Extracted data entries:

----------------

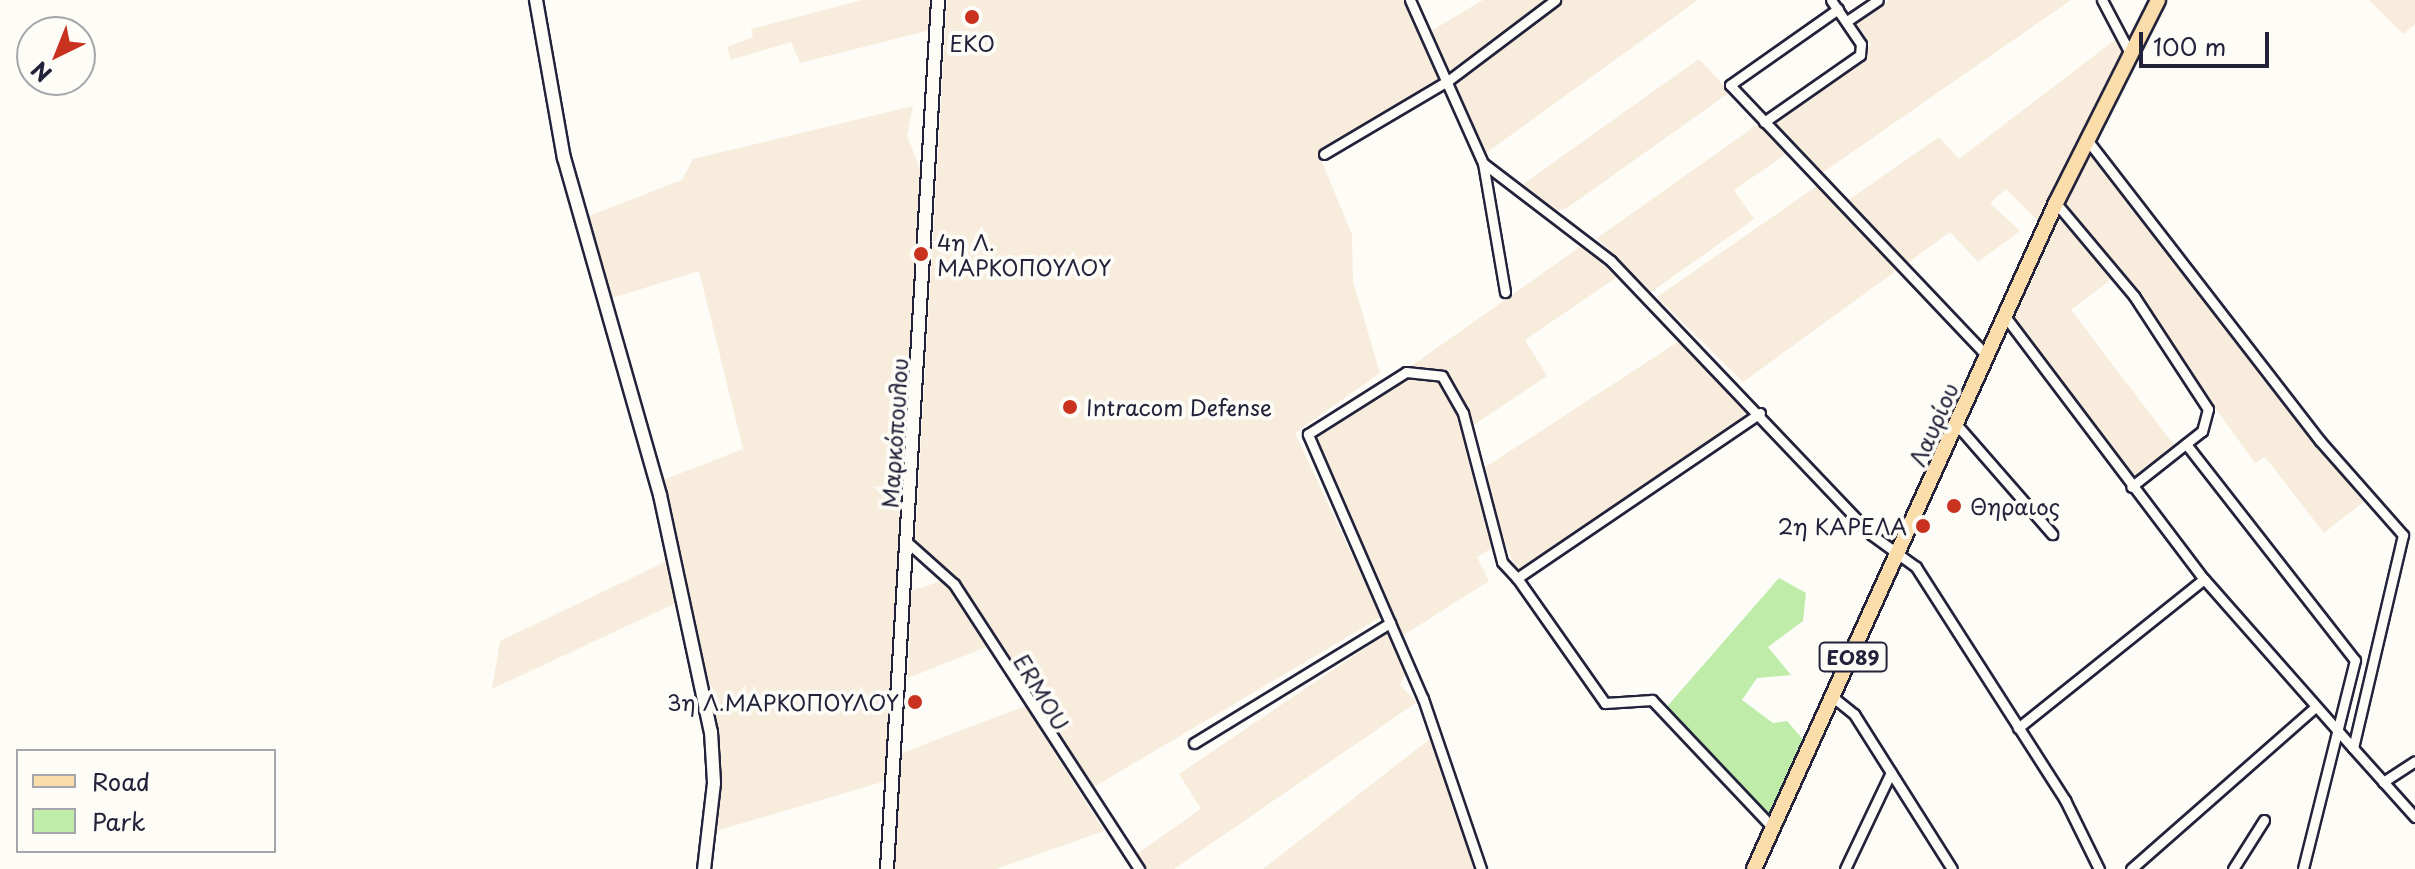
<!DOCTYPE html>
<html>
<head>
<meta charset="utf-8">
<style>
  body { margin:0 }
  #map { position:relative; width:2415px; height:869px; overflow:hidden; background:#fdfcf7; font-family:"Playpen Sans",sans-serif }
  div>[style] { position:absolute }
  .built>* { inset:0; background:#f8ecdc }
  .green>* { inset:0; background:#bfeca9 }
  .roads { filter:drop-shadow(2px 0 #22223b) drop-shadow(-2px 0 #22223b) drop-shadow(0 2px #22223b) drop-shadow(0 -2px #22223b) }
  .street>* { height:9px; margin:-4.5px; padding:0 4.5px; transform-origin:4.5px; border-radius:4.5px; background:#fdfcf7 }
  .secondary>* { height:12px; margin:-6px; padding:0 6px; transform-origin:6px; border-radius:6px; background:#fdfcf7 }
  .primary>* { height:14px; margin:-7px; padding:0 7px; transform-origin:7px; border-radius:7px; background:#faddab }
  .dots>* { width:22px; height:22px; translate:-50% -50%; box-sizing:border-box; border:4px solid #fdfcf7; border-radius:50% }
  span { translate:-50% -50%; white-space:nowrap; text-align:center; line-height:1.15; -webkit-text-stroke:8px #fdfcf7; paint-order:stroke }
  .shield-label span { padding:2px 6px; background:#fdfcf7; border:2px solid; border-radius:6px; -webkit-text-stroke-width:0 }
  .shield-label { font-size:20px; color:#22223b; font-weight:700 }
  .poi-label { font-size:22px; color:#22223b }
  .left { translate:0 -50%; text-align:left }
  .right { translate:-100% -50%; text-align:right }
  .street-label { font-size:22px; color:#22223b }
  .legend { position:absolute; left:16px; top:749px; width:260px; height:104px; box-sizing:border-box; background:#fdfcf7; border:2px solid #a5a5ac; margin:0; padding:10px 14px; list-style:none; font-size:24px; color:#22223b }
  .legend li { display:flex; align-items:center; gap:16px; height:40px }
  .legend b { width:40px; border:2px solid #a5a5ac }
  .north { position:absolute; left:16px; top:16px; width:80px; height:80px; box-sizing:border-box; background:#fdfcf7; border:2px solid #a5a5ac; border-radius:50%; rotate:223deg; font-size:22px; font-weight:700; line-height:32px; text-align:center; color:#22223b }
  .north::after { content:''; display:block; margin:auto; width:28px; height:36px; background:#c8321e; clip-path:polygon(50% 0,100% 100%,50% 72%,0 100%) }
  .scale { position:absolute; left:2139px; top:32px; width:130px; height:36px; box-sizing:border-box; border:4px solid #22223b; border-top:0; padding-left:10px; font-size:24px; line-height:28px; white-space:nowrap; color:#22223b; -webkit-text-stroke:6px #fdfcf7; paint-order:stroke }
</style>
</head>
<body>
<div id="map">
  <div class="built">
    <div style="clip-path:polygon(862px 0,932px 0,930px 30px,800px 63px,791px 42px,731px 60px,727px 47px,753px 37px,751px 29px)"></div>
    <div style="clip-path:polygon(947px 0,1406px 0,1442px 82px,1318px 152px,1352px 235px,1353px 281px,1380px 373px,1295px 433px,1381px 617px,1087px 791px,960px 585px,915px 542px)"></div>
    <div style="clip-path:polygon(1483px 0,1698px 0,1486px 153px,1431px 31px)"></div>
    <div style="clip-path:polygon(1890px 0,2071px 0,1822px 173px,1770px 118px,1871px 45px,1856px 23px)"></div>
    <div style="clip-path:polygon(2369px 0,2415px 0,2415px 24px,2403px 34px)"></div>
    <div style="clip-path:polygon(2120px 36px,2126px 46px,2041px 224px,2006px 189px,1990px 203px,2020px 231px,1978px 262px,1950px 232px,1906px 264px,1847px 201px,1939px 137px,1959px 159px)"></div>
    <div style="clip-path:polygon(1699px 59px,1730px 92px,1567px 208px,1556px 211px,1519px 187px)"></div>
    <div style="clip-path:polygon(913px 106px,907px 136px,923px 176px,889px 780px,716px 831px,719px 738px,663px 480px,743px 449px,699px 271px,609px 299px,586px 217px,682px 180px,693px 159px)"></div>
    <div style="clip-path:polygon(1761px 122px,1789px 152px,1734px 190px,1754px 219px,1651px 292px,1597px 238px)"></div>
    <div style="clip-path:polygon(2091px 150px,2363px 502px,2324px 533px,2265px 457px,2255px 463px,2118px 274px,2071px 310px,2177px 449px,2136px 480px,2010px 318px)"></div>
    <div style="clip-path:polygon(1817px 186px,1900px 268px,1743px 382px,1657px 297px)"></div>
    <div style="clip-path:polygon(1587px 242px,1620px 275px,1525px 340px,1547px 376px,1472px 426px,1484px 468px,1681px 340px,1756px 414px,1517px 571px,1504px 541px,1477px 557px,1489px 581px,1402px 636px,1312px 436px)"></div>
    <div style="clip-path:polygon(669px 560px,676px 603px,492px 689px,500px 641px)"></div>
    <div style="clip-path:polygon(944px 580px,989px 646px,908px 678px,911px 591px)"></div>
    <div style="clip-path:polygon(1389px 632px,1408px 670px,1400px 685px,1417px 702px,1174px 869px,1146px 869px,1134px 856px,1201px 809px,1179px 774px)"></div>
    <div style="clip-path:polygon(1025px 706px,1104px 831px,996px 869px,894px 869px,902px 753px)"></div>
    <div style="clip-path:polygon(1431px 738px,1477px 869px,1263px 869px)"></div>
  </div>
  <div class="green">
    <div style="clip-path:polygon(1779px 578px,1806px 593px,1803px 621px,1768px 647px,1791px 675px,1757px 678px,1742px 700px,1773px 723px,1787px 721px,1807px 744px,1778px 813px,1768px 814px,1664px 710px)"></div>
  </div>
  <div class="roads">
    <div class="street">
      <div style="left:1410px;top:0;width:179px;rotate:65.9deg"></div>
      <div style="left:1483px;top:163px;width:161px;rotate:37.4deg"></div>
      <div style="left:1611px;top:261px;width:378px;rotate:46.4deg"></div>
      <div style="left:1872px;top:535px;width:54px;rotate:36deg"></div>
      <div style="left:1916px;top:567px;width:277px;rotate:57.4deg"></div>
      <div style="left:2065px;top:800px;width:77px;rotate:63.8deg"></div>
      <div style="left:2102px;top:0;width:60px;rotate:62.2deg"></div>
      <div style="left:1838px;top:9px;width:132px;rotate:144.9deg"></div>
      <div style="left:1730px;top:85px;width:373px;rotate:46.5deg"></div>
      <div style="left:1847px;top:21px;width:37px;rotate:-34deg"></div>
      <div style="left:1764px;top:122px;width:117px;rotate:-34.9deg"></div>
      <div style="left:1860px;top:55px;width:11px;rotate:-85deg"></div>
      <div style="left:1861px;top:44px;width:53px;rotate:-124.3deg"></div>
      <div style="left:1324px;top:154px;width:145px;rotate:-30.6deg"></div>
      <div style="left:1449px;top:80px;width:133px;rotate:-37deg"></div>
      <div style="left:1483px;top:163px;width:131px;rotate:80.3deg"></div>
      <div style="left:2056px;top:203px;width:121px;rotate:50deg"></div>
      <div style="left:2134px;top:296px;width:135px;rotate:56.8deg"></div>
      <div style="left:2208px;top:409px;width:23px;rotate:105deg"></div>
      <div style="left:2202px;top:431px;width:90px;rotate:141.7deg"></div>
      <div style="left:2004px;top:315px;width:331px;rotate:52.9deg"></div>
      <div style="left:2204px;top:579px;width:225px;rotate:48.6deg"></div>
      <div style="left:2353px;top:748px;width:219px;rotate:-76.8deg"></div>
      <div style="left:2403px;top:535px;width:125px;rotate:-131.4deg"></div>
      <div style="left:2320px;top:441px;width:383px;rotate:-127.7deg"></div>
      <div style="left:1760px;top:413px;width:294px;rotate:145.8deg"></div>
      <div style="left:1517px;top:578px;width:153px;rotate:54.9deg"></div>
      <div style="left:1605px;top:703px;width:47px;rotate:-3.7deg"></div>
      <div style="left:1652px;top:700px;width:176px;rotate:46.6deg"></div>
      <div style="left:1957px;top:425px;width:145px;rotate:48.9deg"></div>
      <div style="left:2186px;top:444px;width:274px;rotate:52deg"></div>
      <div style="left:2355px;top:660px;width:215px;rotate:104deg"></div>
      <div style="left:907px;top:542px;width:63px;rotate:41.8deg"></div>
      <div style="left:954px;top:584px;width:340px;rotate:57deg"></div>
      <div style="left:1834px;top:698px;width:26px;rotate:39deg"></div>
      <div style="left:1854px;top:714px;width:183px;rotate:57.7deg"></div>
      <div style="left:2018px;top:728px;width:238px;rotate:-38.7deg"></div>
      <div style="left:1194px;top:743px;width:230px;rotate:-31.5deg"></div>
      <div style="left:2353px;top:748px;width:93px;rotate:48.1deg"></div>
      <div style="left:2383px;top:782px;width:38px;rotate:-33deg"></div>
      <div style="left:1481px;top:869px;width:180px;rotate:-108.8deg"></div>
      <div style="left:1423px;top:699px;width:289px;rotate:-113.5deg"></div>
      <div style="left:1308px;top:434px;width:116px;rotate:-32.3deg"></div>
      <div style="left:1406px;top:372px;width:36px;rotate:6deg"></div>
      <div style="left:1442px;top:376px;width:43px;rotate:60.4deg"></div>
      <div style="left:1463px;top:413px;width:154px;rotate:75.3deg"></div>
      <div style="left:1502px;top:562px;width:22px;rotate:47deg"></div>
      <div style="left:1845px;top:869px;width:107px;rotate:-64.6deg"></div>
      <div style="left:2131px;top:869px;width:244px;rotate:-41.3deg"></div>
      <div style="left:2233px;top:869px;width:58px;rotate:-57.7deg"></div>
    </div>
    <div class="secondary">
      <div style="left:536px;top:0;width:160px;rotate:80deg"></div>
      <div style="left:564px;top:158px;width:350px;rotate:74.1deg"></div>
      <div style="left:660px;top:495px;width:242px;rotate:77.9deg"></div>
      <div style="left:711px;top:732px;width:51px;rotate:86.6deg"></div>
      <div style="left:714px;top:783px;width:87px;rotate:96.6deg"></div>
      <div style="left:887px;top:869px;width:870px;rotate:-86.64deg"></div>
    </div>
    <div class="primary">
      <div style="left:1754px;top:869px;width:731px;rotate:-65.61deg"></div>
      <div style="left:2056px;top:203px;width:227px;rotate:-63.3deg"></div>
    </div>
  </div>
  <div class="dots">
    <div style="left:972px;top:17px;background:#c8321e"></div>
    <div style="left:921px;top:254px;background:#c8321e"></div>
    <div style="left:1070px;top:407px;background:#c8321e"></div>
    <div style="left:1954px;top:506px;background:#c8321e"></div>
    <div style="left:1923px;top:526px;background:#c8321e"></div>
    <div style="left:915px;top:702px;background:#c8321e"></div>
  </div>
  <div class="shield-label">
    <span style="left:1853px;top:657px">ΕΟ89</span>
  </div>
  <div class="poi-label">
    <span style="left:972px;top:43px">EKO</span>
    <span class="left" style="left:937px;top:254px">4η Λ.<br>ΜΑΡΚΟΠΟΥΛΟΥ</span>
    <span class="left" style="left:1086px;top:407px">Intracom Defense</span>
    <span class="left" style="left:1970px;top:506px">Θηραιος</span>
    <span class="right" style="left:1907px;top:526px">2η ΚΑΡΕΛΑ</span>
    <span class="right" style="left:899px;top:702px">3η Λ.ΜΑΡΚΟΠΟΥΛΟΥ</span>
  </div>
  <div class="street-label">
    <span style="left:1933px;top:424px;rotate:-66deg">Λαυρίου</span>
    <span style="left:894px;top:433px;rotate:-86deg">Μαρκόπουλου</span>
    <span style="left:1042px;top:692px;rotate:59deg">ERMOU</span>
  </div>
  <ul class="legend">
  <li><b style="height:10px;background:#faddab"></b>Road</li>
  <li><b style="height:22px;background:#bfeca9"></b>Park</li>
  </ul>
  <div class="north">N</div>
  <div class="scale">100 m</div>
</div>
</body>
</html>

----------------

_EXERCISE_. Work through the records above. Copy every line with the string "inset".

_YOUR SOLUTION_.
  .built>* { inset:0; background:#f8ecdc }
  .green>* { inset:0; background:#bfeca9 }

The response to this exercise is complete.